Dataset excerpts
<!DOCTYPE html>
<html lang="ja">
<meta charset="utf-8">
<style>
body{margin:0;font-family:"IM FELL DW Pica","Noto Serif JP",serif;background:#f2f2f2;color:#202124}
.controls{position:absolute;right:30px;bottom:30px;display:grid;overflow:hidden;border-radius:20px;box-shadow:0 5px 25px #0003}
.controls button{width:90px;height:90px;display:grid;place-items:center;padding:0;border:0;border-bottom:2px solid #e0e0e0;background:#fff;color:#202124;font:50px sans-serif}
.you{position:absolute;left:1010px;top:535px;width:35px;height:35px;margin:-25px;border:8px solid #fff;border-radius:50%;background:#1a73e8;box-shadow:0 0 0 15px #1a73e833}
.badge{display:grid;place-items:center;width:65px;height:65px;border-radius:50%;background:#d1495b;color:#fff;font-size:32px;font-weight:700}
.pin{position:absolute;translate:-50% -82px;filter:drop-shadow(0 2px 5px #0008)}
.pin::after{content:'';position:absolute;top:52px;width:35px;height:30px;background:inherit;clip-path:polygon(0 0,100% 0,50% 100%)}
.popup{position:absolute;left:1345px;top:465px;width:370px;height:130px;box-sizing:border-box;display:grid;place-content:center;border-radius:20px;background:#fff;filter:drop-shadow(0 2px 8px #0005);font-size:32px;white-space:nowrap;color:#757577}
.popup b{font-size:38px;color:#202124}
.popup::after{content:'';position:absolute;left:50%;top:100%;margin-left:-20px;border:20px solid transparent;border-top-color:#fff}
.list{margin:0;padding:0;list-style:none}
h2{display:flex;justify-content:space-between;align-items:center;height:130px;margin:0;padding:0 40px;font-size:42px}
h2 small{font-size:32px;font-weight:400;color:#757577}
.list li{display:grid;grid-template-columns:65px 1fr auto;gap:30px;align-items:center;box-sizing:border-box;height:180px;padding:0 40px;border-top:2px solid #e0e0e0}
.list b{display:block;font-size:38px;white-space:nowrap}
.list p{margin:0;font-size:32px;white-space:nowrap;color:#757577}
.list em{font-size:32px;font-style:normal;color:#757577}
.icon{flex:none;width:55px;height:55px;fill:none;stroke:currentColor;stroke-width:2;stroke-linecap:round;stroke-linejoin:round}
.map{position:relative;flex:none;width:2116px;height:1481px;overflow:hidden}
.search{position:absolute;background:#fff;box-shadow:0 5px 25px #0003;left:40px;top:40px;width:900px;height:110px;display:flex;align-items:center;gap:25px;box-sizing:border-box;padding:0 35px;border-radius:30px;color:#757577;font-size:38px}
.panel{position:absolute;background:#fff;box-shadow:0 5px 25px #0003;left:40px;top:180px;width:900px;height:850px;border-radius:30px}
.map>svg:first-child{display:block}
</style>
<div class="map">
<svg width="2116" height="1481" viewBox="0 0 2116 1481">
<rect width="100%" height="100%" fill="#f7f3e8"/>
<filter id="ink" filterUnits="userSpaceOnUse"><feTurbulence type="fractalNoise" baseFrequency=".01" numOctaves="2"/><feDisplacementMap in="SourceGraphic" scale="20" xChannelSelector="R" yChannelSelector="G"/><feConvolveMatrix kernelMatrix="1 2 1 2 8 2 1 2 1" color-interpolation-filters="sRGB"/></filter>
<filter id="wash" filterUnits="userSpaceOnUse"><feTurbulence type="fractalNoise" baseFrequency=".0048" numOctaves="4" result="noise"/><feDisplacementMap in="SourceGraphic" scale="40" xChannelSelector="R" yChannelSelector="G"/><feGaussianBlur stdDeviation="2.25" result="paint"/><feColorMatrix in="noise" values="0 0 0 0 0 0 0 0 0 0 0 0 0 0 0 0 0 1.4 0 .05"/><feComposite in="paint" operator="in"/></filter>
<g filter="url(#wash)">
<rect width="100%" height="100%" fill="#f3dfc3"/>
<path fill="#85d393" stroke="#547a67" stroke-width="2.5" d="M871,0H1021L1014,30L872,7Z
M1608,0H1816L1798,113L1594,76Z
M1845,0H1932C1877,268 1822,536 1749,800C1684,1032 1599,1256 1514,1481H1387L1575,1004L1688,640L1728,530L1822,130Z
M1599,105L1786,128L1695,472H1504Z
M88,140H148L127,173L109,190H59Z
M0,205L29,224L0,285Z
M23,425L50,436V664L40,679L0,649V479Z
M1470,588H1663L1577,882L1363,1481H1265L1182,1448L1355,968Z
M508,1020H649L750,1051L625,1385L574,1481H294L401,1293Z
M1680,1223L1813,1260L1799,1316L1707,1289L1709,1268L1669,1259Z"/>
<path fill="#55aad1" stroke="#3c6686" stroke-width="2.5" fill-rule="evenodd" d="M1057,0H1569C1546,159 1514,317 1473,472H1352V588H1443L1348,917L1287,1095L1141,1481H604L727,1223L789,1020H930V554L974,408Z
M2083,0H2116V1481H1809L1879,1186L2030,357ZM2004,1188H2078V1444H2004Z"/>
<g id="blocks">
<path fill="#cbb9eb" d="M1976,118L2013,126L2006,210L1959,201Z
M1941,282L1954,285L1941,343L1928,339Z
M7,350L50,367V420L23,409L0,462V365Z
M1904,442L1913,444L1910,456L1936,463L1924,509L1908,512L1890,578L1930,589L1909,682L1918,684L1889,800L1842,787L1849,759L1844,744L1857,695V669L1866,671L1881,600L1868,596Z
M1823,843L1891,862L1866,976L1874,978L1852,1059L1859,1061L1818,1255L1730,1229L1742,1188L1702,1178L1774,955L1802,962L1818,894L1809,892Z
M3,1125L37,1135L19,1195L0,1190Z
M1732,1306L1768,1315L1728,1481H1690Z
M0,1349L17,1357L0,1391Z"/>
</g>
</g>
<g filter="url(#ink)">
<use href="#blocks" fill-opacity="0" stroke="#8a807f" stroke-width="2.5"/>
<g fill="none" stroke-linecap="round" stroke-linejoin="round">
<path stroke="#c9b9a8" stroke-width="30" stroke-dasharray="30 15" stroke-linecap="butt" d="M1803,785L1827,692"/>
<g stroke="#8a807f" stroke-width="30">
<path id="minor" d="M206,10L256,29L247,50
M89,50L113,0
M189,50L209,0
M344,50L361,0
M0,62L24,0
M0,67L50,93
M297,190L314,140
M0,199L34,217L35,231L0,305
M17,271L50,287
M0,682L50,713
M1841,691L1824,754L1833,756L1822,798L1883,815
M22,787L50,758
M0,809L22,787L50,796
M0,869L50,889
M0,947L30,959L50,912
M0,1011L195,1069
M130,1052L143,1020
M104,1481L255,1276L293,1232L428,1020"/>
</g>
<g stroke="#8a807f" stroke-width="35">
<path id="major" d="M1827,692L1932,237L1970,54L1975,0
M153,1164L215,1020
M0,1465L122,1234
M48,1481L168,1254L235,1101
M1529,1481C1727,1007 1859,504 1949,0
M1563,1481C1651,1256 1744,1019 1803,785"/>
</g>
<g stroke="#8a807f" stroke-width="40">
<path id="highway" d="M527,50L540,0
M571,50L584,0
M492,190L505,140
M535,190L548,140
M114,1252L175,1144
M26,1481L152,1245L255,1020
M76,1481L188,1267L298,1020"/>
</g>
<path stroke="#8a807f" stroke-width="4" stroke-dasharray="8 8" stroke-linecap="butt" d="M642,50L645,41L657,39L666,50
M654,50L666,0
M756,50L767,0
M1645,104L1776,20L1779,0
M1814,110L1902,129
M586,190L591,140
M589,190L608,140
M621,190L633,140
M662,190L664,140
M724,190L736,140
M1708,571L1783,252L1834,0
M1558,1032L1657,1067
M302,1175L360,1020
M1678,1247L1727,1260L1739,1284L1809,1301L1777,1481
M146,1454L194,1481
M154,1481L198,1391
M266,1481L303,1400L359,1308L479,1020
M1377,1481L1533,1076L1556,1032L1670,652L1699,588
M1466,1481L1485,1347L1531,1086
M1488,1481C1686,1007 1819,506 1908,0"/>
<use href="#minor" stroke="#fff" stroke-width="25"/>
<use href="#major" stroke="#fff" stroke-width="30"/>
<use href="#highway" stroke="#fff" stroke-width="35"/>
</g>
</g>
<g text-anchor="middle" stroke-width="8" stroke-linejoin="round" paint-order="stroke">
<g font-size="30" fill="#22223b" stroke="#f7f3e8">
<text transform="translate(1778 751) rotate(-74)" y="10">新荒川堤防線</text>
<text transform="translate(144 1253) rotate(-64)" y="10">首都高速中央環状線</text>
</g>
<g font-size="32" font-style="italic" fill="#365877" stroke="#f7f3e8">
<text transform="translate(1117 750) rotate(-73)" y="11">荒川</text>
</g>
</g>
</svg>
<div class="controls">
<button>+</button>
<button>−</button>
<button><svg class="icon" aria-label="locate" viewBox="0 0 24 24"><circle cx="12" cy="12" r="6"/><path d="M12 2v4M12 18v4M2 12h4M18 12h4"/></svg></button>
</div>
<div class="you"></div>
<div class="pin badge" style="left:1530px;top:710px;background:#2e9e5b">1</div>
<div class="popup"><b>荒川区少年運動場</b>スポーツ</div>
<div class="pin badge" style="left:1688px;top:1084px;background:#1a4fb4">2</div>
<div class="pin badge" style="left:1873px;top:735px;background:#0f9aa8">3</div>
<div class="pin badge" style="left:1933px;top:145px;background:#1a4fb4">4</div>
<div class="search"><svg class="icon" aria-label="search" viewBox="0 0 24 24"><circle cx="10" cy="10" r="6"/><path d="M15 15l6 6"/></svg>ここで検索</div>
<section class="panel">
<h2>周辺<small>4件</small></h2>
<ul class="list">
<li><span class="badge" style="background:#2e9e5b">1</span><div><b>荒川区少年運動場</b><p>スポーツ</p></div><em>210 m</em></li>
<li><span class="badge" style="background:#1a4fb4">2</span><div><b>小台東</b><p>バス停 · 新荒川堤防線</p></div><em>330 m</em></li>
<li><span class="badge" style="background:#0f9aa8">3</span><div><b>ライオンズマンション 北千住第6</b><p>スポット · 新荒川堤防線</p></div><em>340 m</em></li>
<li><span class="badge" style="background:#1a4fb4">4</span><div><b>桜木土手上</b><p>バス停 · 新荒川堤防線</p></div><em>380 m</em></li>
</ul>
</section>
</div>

EXERCISE REQUIREMENTS –
In the data above, which lines lie between the line with "M114,1252L175,1144" and the line with "M1466,1481L1485,1347L1531,1086", inclusive? Print those lines exactly and nothing else.

TASK SOLUTION –
M114,1252L175,1144
M26,1481L152,1245L255,1020
M76,1481L188,1267L298,1020"/>
</g>
<path stroke="#8a807f" stroke-width="4" stroke-dasharray="8 8" stroke-linecap="butt" d="M642,50L645,41L657,39L666,50
M654,50L666,0
M756,50L767,0
M1645,104L1776,20L1779,0
M1814,110L1902,129
M586,190L591,140
M589,190L608,140
M621,190L633,140
M662,190L664,140
M724,190L736,140
M1708,571L1783,252L1834,0
M1558,1032L1657,1067
M302,1175L360,1020
M1678,1247L1727,1260L1739,1284L1809,1301L1777,1481
M146,1454L194,1481
M154,1481L198,1391
M266,1481L303,1400L359,1308L479,1020
M1377,1481L1533,1076L1556,1032L1670,652L1699,588
M1466,1481L1485,1347L1531,1086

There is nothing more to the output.